The company and its creditors “believe that the (restructuring agreement) has provided significant benefit,” including obtaining billions of dollars in new financing, the filing said.
In a letter to employees Thursday, Energy Future said it would maintain its approach to reorganizing the company, which centres on a tax-free spinoff of the unprofitable side, including Luminant, the state’s largest power generator, and TXU Energy, the state’s largest electricity retailer.
With cash flows for electricity distribution and production shielded from creditors, the bankruptcy has not yet impacted consumers.
The proposed auction of Oncor, which the company said would take place in the coming weeks, has already generated interest from potential bidders, including Florida-based NextEra Energy and Hunt Consolidated in Dallas.
Hunt hired former Energy Future executive David Campbell as chief executive of its power utility investment arm on Monday, with Hunt spokeswoman Jeanne Phillips saying in a statement that the company is “intent” on acquiring control of Oncor.
Moody’s Investor Services analyst Jairo Chung says Oncor’s prospects for growth are better than the industry average because of its coverage area in Northwest Texas, which is projected to see significant population growth.

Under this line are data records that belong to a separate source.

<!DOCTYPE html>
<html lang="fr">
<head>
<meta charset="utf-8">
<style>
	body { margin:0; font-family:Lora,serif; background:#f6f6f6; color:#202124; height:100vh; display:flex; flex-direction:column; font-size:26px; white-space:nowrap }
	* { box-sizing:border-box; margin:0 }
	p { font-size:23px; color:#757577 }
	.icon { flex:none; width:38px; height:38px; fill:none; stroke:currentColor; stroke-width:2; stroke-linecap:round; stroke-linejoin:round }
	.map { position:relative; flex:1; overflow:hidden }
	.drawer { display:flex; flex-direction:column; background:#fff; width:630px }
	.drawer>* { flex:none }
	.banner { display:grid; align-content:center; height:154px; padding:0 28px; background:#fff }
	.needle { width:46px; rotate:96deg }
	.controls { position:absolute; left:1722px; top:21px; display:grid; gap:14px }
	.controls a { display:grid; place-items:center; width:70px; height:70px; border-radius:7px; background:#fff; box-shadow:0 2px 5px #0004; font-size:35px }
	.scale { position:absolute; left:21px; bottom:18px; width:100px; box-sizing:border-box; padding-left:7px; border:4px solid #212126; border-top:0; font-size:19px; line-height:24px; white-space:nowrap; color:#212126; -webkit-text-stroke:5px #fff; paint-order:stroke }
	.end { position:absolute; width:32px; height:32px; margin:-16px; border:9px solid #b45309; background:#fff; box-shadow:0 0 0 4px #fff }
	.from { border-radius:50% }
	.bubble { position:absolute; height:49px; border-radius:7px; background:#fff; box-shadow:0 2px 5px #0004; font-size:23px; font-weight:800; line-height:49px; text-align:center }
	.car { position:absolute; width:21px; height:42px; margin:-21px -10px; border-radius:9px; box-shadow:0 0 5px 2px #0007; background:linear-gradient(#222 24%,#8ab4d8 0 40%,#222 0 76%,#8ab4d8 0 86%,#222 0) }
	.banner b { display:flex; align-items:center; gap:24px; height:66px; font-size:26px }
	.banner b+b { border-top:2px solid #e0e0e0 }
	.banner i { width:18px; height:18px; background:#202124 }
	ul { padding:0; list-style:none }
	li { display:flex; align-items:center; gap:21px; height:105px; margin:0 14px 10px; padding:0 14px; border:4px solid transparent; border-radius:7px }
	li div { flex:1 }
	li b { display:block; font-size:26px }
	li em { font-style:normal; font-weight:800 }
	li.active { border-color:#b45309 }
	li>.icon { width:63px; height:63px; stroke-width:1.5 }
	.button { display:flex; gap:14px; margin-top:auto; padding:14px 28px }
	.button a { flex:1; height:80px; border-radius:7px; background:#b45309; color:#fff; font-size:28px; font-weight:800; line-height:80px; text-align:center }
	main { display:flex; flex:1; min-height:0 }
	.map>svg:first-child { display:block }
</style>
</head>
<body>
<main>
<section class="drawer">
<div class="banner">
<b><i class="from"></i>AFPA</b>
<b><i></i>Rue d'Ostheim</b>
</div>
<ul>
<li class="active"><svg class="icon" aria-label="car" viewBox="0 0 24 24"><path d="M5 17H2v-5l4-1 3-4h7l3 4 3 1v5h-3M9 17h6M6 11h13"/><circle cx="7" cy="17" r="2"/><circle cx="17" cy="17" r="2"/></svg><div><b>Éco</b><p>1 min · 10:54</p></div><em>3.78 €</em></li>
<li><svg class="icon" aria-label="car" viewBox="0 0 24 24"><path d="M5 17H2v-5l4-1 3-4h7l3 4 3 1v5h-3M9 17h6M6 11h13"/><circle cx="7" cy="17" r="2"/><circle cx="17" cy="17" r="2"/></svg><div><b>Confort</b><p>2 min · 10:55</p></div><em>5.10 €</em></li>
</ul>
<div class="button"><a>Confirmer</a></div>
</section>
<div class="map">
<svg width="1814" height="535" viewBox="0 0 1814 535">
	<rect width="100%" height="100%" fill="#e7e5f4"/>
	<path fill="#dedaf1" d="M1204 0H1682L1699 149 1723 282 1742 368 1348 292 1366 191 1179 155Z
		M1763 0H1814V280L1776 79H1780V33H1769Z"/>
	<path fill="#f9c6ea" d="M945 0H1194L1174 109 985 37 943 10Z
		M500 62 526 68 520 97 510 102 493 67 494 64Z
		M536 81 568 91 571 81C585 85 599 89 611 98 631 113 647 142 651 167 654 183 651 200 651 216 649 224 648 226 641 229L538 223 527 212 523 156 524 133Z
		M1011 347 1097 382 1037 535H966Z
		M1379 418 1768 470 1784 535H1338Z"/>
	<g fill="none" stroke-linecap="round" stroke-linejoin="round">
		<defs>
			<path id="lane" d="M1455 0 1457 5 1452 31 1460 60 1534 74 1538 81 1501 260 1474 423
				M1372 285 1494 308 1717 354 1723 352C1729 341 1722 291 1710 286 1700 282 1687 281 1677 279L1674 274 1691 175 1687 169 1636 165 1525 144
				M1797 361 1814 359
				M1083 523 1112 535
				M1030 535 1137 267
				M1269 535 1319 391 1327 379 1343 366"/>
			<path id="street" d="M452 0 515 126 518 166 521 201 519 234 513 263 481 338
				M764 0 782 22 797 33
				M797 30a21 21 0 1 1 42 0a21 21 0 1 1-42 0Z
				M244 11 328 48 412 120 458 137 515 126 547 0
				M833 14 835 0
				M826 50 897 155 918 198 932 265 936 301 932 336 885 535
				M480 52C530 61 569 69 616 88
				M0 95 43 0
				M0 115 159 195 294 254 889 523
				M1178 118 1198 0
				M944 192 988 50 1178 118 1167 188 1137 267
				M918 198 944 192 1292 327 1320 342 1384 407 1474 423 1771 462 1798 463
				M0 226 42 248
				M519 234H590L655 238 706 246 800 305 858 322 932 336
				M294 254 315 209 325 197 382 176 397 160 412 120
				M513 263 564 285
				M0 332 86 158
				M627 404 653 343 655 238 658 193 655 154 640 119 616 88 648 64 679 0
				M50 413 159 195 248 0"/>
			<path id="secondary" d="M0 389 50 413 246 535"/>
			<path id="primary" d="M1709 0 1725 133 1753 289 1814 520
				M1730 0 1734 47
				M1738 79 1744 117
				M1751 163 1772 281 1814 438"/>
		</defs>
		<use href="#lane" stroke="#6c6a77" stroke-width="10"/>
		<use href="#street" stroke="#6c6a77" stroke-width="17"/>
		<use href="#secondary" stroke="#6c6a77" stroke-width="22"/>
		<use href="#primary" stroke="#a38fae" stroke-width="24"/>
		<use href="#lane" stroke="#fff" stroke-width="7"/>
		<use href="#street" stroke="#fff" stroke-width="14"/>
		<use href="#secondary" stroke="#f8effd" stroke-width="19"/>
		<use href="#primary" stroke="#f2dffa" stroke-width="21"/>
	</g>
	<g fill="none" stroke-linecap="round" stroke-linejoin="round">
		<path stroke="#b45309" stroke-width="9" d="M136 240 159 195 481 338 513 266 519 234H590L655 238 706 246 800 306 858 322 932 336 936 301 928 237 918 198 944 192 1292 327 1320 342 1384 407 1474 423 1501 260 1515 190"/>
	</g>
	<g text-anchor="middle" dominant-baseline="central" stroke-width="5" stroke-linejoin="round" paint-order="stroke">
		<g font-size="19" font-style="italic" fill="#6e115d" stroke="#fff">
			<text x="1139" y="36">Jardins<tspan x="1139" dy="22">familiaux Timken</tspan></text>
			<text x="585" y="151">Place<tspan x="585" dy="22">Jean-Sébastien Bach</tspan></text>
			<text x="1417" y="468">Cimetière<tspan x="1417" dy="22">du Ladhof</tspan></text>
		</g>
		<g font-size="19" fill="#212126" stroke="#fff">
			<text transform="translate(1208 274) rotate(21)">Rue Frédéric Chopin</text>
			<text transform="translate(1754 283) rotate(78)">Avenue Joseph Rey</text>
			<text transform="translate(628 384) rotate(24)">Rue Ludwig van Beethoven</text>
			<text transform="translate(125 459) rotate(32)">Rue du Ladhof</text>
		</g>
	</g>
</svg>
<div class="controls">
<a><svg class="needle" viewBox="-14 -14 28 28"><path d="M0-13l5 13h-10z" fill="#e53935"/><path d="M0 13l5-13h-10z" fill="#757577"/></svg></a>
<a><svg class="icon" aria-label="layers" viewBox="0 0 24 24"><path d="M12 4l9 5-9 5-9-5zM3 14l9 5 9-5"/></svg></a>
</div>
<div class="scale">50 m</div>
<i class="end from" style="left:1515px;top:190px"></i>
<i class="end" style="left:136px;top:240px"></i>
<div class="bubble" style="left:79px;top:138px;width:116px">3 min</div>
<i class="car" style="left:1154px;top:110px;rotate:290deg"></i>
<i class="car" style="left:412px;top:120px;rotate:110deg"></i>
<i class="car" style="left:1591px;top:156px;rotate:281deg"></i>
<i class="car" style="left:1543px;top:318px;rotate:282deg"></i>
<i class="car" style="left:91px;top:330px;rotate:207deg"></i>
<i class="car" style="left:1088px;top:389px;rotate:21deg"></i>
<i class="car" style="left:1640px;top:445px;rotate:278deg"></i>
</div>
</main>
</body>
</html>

The auction proceeds would be allocated among Energy Future’s creditors, Chung said.
Energy Future filed for Chapter 11 bankruptcy reorganization in April in an attempt to halve a $40 billion debt load stemming from a bet that natural gas prices would rise. A glut of U.S. shale production instead brought natural gas prices to record lows, making it difficult for the company to service the debt it took on to buy TXU Corp. in 2007.
A crucial part of the restructuring is a $7 billion tax liability. When Energy Future took over TXU Corp., the new stakeholders were spared having to pay the federal tax bill on the acquisition. However, the terms of the deal stipulated that if the company split up, the bill would come due.
According to the Energy Future filing, stakeholders still hope to reach a restructuring framework that will allow them to shed some of their assets without having to pay that tax.